ASSIGNMENT:
When the material ends, stop; until then, set down every line exactly.

:: SUPPLIED DATA ::

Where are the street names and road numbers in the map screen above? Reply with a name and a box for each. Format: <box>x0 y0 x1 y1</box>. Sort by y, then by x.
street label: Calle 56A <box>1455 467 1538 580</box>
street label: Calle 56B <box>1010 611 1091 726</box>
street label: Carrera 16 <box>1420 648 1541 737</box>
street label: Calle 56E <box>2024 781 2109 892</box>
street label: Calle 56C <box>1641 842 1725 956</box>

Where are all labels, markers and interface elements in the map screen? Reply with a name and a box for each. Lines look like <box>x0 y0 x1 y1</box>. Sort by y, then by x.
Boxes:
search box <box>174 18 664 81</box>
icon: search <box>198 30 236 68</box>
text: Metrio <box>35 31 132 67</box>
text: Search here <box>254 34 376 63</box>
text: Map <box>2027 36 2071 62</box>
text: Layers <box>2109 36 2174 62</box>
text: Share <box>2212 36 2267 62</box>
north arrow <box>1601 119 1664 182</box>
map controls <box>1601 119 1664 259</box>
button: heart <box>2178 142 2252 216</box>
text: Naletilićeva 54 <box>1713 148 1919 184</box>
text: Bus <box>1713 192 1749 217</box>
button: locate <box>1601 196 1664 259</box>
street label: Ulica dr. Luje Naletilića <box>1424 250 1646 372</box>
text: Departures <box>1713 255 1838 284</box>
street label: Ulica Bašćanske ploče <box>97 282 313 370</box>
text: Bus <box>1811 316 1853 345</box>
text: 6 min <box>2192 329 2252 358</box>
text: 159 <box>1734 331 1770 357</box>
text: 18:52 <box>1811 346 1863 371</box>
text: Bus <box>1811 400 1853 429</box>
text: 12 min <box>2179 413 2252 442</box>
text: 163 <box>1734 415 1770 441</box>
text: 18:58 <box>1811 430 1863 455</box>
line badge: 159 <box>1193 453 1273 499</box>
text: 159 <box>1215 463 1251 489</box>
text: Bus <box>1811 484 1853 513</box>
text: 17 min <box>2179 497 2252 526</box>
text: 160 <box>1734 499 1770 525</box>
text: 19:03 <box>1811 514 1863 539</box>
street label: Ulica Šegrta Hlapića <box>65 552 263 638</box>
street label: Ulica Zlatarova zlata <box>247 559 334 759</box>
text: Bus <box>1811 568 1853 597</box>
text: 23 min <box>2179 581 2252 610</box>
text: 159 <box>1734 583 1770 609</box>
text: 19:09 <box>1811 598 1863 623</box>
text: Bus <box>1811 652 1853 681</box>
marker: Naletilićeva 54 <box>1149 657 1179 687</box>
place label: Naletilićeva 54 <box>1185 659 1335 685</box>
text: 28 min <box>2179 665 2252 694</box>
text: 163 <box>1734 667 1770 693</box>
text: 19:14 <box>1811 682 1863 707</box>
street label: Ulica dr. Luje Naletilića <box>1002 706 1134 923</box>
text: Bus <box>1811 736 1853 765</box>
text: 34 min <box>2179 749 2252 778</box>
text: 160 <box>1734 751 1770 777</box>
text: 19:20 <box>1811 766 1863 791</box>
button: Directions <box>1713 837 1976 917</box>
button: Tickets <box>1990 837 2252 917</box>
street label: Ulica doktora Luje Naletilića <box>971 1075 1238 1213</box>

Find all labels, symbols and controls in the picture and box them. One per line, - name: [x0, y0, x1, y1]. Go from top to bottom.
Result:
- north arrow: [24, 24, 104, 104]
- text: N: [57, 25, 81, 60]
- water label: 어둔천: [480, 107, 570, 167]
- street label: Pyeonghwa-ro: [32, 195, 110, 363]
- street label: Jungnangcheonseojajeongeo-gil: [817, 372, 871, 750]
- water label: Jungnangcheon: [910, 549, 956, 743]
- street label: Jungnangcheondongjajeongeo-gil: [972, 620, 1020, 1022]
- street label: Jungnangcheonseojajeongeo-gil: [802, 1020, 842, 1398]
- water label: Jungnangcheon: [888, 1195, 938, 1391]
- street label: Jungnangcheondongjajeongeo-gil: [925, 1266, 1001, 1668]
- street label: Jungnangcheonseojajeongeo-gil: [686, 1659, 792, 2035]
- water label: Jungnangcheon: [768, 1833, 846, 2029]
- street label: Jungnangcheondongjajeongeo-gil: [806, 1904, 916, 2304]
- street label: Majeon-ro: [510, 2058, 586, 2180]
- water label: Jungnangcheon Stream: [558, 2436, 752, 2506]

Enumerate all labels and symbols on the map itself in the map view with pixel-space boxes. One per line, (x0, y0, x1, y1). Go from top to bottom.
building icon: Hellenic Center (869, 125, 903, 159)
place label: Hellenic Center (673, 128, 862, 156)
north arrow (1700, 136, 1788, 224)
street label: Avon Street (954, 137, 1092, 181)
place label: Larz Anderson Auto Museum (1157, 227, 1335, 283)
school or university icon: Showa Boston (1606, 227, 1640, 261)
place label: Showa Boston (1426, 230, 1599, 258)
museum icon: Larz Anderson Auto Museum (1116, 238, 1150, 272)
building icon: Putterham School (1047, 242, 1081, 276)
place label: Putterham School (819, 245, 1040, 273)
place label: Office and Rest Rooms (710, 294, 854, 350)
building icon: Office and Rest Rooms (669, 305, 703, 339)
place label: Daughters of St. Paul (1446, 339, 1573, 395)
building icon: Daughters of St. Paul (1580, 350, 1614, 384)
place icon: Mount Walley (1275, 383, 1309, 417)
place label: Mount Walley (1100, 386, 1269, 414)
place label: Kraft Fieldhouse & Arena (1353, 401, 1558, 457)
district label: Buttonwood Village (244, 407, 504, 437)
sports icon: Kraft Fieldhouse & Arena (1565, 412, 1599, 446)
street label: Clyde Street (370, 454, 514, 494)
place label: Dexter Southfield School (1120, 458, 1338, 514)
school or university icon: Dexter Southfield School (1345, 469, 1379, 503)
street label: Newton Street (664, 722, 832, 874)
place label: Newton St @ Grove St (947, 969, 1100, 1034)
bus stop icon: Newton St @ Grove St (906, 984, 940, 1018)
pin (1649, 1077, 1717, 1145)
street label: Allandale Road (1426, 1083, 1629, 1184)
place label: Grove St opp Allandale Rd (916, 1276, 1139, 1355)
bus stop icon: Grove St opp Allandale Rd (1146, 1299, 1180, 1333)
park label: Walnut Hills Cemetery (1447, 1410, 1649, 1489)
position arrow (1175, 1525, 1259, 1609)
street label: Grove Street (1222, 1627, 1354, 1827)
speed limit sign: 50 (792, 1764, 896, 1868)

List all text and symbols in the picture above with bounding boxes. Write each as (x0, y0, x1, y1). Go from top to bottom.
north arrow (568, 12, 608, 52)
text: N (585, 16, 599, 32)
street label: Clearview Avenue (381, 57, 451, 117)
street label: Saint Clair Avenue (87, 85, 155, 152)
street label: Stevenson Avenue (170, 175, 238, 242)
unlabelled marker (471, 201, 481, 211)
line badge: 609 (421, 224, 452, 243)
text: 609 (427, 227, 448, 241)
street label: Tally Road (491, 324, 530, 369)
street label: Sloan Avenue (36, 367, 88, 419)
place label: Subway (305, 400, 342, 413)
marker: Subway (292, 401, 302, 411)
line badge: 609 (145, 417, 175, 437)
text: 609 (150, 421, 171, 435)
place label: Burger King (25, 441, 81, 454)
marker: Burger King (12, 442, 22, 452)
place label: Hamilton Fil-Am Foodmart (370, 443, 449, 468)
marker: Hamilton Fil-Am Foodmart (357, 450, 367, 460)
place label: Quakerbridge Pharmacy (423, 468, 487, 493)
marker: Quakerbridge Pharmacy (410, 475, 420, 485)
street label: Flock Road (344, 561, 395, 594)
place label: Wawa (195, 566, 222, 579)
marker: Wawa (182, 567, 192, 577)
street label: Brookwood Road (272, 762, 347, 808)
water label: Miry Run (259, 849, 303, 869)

:::

RESPONSE BOX:
Where are the street names and road numbers in the map screen above? Reply with a name and a box for each. Format: <box>x0 y0 x1 y1</box>. Sort by y, then by x.
street label: Calle 56A <box>1455 467 1538 580</box>
street label: Calle 56B <box>1010 611 1091 726</box>
street label: Carrera 16 <box>1420 648 1541 737</box>
street label: Calle 56E <box>2024 781 2109 892</box>
street label: Calle 56C <box>1641 842 1725 956</box>

Where are all labels, markers and interface elements in the map screen? Reply with a name and a box for each. Lines look like <box>x0 y0 x1 y1</box>. Sort by y, then by x.
Boxes:
search box <box>174 18 664 81</box>
icon: search <box>198 30 236 68</box>
text: Metrio <box>35 31 132 67</box>
text: Search here <box>254 34 376 63</box>
text: Map <box>2027 36 2071 62</box>
text: Layers <box>2109 36 2174 62</box>
text: Share <box>2212 36 2267 62</box>
north arrow <box>1601 119 1664 182</box>
map controls <box>1601 119 1664 259</box>
button: heart <box>2178 142 2252 216</box>
text: Naletilićeva 54 <box>1713 148 1919 184</box>
text: Bus <box>1713 192 1749 217</box>
button: locate <box>1601 196 1664 259</box>
street label: Ulica dr. Luje Naletilića <box>1424 250 1646 372</box>
text: Departures <box>1713 255 1838 284</box>
street label: Ulica Bašćanske ploče <box>97 282 313 370</box>
text: Bus <box>1811 316 1853 345</box>
text: 6 min <box>2192 329 2252 358</box>
text: 159 <box>1734 331 1770 357</box>
text: 18:52 <box>1811 346 1863 371</box>
text: Bus <box>1811 400 1853 429</box>
text: 12 min <box>2179 413 2252 442</box>
text: 163 <box>1734 415 1770 441</box>
text: 18:58 <box>1811 430 1863 455</box>
line badge: 159 <box>1193 453 1273 499</box>
text: 159 <box>1215 463 1251 489</box>
text: Bus <box>1811 484 1853 513</box>
text: 17 min <box>2179 497 2252 526</box>
text: 160 <box>1734 499 1770 525</box>
text: 19:03 <box>1811 514 1863 539</box>
street label: Ulica Šegrta Hlapića <box>65 552 263 638</box>
street label: Ulica Zlatarova zlata <box>247 559 334 759</box>
text: Bus <box>1811 568 1853 597</box>
text: 23 min <box>2179 581 2252 610</box>
text: 159 <box>1734 583 1770 609</box>
text: 19:09 <box>1811 598 1863 623</box>
text: Bus <box>1811 652 1853 681</box>
marker: Naletilićeva 54 <box>1149 657 1179 687</box>
place label: Naletilićeva 54 <box>1185 659 1335 685</box>
text: 28 min <box>2179 665 2252 694</box>
text: 163 <box>1734 667 1770 693</box>
text: 19:14 <box>1811 682 1863 707</box>
street label: Ulica dr. Luje Naletilića <box>1002 706 1134 923</box>
text: Bus <box>1811 736 1853 765</box>
text: 34 min <box>2179 749 2252 778</box>
text: 160 <box>1734 751 1770 777</box>
text: 19:20 <box>1811 766 1863 791</box>
button: Directions <box>1713 837 1976 917</box>
button: Tickets <box>1990 837 2252 917</box>
street label: Ulica doktora Luje Naletilića <box>971 1075 1238 1213</box>

Find all labels, symbols and controls in the picture and box them. One per line, - name: [x0, y0, x1, y1]. Go from top to bottom.
Result:
- north arrow: [24, 24, 104, 104]
- text: N: [57, 25, 81, 60]
- water label: 어둔천: [480, 107, 570, 167]
- street label: Pyeonghwa-ro: [32, 195, 110, 363]
- street label: Jungnangcheonseojajeongeo-gil: [817, 372, 871, 750]
- water label: Jungnangcheon: [910, 549, 956, 743]
- street label: Jungnangcheondongjajeongeo-gil: [972, 620, 1020, 1022]
- street label: Jungnangcheonseojajeongeo-gil: [802, 1020, 842, 1398]
- water label: Jungnangcheon: [888, 1195, 938, 1391]
- street label: Jungnangcheondongjajeongeo-gil: [925, 1266, 1001, 1668]
- street label: Jungnangcheonseojajeongeo-gil: [686, 1659, 792, 2035]
- water label: Jungnangcheon: [768, 1833, 846, 2029]
- street label: Jungnangcheondongjajeongeo-gil: [806, 1904, 916, 2304]
- street label: Majeon-ro: [510, 2058, 586, 2180]
- water label: Jungnangcheon Stream: [558, 2436, 752, 2506]

Enumerate all labels and symbols on the map itself in the map view with pixel-space boxes. One per line, (x0, y0, x1, y1). Go from top to bottom.
building icon: Hellenic Center (869, 125, 903, 159)
place label: Hellenic Center (673, 128, 862, 156)
north arrow (1700, 136, 1788, 224)
street label: Avon Street (954, 137, 1092, 181)
place label: Larz Anderson Auto Museum (1157, 227, 1335, 283)
school or university icon: Showa Boston (1606, 227, 1640, 261)
place label: Showa Boston (1426, 230, 1599, 258)
museum icon: Larz Anderson Auto Museum (1116, 238, 1150, 272)
building icon: Putterham School (1047, 242, 1081, 276)
place label: Putterham School (819, 245, 1040, 273)
place label: Office and Rest Rooms (710, 294, 854, 350)
building icon: Office and Rest Rooms (669, 305, 703, 339)
place label: Daughters of St. Paul (1446, 339, 1573, 395)
building icon: Daughters of St. Paul (1580, 350, 1614, 384)
place icon: Mount Walley (1275, 383, 1309, 417)
place label: Mount Walley (1100, 386, 1269, 414)
place label: Kraft Fieldhouse & Arena (1353, 401, 1558, 457)
district label: Buttonwood Village (244, 407, 504, 437)
sports icon: Kraft Fieldhouse & Arena (1565, 412, 1599, 446)
street label: Clyde Street (370, 454, 514, 494)
place label: Dexter Southfield School (1120, 458, 1338, 514)
school or university icon: Dexter Southfield School (1345, 469, 1379, 503)
street label: Newton Street (664, 722, 832, 874)
place label: Newton St @ Grove St (947, 969, 1100, 1034)
bus stop icon: Newton St @ Grove St (906, 984, 940, 1018)
pin (1649, 1077, 1717, 1145)
street label: Allandale Road (1426, 1083, 1629, 1184)
place label: Grove St opp Allandale Rd (916, 1276, 1139, 1355)
bus stop icon: Grove St opp Allandale Rd (1146, 1299, 1180, 1333)
park label: Walnut Hills Cemetery (1447, 1410, 1649, 1489)
position arrow (1175, 1525, 1259, 1609)
street label: Grove Street (1222, 1627, 1354, 1827)
speed limit sign: 50 (792, 1764, 896, 1868)

List all text and symbols in the picture above with bounding boxes. Write each as (x0, y0, x1, y1). Go from top to bottom.
north arrow (568, 12, 608, 52)
text: N (585, 16, 599, 32)
street label: Clearview Avenue (381, 57, 451, 117)
street label: Saint Clair Avenue (87, 85, 155, 152)
street label: Stevenson Avenue (170, 175, 238, 242)
unlabelled marker (471, 201, 481, 211)
line badge: 609 (421, 224, 452, 243)
text: 609 (427, 227, 448, 241)
street label: Tally Road (491, 324, 530, 369)
street label: Sloan Avenue (36, 367, 88, 419)
place label: Subway (305, 400, 342, 413)
marker: Subway (292, 401, 302, 411)
line badge: 609 (145, 417, 175, 437)
text: 609 (150, 421, 171, 435)
place label: Burger King (25, 441, 81, 454)
marker: Burger King (12, 442, 22, 452)
place label: Hamilton Fil-Am Foodmart (370, 443, 449, 468)
marker: Hamilton Fil-Am Foodmart (357, 450, 367, 460)
place label: Quakerbridge Pharmacy (423, 468, 487, 493)
marker: Quakerbridge Pharmacy (410, 475, 420, 485)
street label: Flock Road (344, 561, 395, 594)
place label: Wawa (195, 566, 222, 579)
marker: Wawa (182, 567, 192, 577)
street label: Brookwood Road (272, 762, 347, 808)
water label: Miry Run (259, 849, 303, 869)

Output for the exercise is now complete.